- **GOAL OF THE EXERCISE**
Write out every line exactly, from the first line of the records below through the line that contains "width:36px; height:36px; display:grid;".

[Saved data entries]

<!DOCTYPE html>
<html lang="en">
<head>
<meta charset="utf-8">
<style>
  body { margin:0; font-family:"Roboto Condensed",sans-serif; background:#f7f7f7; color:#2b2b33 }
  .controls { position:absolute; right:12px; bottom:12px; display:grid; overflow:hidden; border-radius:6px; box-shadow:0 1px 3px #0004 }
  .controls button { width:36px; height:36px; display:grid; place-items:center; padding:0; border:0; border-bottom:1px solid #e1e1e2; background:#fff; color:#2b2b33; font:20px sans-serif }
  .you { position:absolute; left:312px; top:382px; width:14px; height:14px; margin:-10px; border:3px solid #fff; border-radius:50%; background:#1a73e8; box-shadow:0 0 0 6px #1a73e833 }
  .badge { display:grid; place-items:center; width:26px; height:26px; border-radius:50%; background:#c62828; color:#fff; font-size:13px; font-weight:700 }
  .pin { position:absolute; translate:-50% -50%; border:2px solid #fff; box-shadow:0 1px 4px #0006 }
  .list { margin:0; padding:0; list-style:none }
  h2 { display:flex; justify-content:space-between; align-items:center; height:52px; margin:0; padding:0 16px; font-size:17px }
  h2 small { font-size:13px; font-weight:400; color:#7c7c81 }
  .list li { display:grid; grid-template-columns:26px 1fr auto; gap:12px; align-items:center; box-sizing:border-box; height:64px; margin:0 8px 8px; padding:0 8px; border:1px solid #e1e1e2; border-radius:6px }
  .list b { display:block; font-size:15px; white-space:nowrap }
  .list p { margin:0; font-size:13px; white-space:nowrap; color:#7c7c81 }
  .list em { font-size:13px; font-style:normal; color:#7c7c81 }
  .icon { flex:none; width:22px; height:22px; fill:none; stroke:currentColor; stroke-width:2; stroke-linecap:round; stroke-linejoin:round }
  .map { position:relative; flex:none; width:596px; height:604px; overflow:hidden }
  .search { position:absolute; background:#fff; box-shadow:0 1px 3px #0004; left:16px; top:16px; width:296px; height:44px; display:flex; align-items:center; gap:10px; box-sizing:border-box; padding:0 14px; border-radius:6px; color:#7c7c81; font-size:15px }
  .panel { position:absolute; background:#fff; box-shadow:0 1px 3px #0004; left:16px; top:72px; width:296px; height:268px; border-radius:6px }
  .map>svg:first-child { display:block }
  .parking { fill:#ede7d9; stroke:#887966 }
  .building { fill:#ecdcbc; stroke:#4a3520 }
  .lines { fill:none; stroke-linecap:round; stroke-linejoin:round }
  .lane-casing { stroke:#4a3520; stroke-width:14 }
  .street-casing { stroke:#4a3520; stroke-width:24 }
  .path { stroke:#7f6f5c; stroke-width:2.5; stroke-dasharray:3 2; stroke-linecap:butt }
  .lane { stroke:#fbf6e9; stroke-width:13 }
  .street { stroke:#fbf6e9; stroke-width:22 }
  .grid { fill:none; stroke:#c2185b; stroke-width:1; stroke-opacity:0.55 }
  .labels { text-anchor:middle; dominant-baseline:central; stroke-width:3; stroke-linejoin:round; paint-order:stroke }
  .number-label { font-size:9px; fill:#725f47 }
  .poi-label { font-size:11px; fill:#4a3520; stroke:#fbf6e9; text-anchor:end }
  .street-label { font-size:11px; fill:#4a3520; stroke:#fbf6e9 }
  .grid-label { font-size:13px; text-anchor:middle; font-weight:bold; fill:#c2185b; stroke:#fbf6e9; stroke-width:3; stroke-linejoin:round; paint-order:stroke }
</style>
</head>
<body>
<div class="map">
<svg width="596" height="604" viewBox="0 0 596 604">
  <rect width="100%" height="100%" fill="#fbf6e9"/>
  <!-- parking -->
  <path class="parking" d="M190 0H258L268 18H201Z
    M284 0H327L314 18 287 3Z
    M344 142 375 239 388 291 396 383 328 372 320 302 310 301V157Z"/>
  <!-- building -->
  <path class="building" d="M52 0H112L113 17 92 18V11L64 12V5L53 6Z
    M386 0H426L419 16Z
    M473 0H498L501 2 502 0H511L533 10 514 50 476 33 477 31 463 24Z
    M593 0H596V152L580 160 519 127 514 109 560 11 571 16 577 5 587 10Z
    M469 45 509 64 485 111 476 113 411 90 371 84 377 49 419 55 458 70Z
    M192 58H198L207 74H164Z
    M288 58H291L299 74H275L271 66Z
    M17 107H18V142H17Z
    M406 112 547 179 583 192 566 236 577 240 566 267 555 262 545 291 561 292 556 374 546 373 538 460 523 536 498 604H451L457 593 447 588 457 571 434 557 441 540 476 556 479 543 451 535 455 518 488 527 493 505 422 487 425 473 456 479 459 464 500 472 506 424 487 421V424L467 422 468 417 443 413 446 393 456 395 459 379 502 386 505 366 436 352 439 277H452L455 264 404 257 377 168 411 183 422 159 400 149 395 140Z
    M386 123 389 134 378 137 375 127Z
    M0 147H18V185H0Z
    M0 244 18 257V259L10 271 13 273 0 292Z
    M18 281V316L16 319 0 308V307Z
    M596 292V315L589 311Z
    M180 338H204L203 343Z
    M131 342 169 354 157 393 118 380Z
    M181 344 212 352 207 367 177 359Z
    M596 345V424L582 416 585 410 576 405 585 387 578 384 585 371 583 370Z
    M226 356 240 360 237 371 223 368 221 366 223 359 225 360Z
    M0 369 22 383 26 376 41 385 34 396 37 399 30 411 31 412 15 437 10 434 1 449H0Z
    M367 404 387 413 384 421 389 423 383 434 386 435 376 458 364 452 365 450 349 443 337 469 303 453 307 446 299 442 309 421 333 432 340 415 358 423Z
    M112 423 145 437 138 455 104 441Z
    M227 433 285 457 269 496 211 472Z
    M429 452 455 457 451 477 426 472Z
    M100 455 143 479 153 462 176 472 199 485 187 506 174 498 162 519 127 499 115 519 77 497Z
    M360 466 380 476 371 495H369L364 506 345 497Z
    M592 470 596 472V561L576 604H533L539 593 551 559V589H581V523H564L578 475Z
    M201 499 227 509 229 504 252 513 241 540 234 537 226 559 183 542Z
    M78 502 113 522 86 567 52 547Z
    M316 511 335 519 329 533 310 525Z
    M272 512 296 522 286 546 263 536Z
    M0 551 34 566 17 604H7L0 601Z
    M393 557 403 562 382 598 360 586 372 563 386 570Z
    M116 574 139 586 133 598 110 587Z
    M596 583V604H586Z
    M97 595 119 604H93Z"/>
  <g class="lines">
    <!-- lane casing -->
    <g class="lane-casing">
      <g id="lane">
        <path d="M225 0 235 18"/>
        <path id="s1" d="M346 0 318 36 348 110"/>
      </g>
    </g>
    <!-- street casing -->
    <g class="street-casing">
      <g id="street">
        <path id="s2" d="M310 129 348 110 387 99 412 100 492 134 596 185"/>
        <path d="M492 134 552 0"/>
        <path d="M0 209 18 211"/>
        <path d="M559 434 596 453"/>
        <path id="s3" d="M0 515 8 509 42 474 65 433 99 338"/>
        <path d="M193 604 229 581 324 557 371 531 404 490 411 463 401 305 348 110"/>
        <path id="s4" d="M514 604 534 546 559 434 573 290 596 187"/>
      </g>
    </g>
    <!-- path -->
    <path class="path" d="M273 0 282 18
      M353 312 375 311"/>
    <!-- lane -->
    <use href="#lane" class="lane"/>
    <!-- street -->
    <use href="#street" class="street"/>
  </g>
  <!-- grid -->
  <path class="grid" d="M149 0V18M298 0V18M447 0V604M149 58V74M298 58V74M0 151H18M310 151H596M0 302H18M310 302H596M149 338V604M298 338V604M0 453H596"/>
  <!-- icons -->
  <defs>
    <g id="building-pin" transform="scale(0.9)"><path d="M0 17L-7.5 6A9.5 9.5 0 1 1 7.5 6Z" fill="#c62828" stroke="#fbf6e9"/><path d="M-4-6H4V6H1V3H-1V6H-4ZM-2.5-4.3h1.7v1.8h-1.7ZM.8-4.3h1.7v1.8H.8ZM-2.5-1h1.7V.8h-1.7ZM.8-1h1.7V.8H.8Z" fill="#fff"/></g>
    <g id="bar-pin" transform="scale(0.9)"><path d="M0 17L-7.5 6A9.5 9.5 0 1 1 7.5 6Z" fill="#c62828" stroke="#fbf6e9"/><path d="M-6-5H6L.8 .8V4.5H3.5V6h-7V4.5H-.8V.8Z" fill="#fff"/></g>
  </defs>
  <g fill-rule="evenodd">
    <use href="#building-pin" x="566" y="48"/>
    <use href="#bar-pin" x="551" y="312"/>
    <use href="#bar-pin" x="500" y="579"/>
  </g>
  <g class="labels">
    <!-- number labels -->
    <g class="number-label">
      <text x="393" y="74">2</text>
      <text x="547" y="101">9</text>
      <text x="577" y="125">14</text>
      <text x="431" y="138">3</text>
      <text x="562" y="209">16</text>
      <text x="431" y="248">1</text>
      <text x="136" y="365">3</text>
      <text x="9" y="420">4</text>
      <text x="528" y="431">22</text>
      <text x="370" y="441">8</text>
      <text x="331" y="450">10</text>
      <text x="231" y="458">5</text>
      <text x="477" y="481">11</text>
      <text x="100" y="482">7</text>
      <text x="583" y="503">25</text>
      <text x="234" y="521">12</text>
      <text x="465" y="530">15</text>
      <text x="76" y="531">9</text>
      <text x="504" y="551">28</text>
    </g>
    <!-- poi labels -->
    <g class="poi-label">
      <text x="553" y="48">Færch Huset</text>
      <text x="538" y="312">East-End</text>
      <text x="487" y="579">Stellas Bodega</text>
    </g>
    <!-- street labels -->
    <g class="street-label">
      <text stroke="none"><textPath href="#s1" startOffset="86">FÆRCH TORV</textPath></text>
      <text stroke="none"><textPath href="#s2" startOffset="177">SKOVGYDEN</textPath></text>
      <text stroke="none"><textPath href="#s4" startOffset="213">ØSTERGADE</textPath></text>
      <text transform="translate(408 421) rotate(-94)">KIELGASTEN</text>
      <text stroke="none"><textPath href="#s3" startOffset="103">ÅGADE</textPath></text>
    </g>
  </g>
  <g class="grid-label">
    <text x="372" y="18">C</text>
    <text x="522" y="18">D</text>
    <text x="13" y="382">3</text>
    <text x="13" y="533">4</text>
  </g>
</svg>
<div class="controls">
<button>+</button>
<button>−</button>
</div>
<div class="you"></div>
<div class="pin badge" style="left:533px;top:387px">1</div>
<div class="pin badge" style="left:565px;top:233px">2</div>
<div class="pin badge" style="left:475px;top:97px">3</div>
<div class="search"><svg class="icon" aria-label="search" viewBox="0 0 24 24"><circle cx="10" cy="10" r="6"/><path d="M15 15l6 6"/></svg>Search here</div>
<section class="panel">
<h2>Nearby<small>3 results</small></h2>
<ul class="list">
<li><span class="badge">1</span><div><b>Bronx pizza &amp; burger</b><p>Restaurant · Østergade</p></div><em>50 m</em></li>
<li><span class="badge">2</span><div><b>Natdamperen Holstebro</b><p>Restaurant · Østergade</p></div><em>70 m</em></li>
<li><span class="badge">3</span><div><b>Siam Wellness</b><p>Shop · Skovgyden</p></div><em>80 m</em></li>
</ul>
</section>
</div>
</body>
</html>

- **RESULT OF THIS TASK**
<!DOCTYPE html>
<html lang="en">
<head>
<meta charset="utf-8">
<style>
  body { margin:0; font-family:"Roboto Condensed",sans-serif; background:#f7f7f7; color:#2b2b33 }
  .controls { position:absolute; right:12px; bottom:12px; display:grid; overflow:hidden; border-radius:6px; box-shadow:0 1px 3px #0004 }
  .controls button { width:36px; height:36px; display:grid; place-items:center; padding:0; border:0; border-bottom:1px solid #e1e1e2; background:#fff; color:#2b2b33; font:20px sans-serif }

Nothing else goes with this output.